The said Sir Alexander did thereafter, in the year 1688, sign a declaration and obligation, at Edinburgh, narrating certain onerous causes and considerations known to himself, and which, for the respect he bore to his uncle under-written, as being his own so near a relation, and, lest the same should thereafter be reputed a reflection upon him or his family, he thought not fit to express, or make known to the world; therefore he altered, revoked, rescinded, and annulled a disposition or bond of tailzie formerly granted by him in favours of Thomas Burnet, his uncle, his sons, and their heirs-male, or any one or other of them, of the lands therein
specified, or any other lands or heritages whatsoever, declaring all dispositions, contracts, tailzies, writs, or securities, granted by him in favours of his said uncle, his sons, or their heirs-male, to be void and null, and obliging himself, immediately after his returning home to the North, to cancel, destroy, and tear his name from the same: And further, failing heirs-male of his own body, he thereby obliged him, and his heirs-male and of tailzie, to pay to his daughters the provisions therein specified, at certain ages, and to aliment, educate, and entertain them, till the terms of payment.
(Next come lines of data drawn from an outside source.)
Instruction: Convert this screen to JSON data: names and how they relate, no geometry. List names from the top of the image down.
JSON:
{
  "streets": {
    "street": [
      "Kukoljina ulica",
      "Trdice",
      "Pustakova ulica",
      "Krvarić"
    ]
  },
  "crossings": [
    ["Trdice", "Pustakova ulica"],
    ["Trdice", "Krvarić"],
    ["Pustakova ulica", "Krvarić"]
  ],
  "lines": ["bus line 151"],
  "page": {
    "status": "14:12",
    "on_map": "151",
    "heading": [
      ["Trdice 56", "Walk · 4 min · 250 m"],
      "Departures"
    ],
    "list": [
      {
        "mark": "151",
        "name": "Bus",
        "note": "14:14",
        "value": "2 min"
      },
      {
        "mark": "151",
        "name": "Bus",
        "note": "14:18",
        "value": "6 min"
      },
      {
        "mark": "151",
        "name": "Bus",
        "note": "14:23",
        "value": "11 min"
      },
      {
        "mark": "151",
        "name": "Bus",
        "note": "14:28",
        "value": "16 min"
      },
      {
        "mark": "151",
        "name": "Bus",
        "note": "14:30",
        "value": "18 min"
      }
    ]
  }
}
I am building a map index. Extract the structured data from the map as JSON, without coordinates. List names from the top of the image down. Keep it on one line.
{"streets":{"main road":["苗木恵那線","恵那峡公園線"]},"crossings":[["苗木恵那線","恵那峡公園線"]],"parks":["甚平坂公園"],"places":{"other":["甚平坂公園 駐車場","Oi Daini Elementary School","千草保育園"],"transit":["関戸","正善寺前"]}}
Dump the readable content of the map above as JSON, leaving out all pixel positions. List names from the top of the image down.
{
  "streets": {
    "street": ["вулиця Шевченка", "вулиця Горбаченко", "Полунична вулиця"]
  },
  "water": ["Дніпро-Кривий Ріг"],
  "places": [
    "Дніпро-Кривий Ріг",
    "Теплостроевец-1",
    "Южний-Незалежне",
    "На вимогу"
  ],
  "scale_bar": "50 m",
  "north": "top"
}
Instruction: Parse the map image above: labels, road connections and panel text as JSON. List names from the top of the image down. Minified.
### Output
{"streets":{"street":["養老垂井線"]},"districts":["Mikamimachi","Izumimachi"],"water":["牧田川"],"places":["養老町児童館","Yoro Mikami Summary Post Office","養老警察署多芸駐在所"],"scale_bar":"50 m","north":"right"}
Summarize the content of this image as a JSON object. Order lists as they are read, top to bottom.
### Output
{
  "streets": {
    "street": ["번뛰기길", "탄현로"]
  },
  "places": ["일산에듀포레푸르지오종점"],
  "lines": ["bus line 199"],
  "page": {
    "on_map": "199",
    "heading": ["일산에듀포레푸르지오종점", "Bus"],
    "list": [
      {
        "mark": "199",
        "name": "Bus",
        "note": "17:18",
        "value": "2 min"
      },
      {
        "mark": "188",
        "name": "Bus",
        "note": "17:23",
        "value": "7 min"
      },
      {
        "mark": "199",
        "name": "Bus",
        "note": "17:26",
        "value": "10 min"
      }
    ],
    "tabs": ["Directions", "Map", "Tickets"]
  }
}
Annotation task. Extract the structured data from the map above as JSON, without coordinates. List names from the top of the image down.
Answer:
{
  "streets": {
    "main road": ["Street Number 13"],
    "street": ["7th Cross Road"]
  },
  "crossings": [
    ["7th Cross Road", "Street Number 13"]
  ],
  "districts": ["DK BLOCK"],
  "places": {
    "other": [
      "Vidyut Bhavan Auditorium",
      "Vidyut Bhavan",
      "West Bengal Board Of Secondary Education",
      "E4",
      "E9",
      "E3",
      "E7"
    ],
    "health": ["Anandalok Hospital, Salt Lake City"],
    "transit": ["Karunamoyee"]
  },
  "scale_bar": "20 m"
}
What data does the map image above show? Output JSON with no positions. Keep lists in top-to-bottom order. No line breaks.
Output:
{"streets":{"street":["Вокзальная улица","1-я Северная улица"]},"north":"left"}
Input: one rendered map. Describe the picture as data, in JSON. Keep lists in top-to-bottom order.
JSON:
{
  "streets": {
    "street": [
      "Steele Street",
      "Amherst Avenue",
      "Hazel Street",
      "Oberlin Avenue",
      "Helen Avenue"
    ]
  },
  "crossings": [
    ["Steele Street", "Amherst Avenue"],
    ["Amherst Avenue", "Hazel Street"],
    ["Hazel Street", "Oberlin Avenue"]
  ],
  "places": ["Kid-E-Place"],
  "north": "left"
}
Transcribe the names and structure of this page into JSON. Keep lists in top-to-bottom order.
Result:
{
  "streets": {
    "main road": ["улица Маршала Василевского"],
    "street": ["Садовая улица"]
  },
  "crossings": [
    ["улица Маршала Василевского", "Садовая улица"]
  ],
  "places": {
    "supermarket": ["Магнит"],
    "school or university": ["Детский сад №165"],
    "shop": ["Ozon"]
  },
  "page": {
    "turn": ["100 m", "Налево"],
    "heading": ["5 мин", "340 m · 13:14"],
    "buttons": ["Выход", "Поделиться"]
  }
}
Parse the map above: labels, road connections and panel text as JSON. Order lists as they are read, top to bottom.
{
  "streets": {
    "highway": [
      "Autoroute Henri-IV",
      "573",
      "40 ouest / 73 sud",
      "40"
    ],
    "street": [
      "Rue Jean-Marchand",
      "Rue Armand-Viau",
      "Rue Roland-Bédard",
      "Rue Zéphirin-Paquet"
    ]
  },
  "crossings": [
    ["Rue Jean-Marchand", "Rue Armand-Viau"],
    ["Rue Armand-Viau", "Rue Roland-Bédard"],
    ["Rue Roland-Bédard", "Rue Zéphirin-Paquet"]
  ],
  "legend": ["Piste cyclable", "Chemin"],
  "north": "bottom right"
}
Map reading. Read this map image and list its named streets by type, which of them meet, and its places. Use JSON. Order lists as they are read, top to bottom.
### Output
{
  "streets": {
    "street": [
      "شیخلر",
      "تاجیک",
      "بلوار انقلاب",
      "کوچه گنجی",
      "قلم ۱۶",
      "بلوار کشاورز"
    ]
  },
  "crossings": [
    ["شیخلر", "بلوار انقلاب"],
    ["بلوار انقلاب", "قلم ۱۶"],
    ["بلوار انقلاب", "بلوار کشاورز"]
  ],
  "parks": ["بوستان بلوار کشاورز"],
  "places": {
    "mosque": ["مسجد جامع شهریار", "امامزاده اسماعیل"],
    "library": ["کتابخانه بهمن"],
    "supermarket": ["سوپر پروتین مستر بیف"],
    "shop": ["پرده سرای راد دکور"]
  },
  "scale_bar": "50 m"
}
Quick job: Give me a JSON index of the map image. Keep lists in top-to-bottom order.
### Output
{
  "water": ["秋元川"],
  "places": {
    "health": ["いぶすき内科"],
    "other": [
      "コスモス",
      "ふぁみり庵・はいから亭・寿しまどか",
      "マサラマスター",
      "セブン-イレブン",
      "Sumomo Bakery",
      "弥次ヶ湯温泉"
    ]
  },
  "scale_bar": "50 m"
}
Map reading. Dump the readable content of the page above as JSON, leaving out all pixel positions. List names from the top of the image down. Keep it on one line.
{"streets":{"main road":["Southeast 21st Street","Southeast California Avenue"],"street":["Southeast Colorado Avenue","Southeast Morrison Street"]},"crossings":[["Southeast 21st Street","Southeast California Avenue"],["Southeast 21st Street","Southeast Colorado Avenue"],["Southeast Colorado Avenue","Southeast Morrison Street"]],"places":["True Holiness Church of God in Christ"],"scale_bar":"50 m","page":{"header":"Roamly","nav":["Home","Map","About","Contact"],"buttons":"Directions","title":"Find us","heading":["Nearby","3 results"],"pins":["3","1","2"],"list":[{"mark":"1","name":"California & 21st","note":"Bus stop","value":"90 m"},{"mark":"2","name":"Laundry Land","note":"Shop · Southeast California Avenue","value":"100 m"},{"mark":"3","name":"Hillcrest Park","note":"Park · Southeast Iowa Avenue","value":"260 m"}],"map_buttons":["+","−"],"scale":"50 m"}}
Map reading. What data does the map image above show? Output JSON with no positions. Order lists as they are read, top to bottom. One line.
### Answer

Sir Alexander went home, and lived several years after, and did not cancel the foresaid bond of tailzie; but, both the said bond and declaration and obligation being found by him at his death, Monboddo, as heir to Alagaiven, the second uncle, claimed the succession by virtue of the said revocation, alleging, that the same did only revoke the bond of tailzie, in so far as was conceived in favours of Thomas, the eldest of them, and his issue; whereupon he serves heir of tailzie, and pursues the daughters to denude.
It was alleged for the daughters: That the tailzie was wholly revoked, in as far as albeit the disobligation of Thomas be only narrated, yet the bond of tailzie itself was simply revoked, without any limitation or restriction to Thomas, who, and his issue, was principally considered at the making of the tailzie; therefore, he had no consideration nor regard to the substitutes, as appears, not only by the words revoking, which are general, but likewise by the obligation to tear away his name from the same.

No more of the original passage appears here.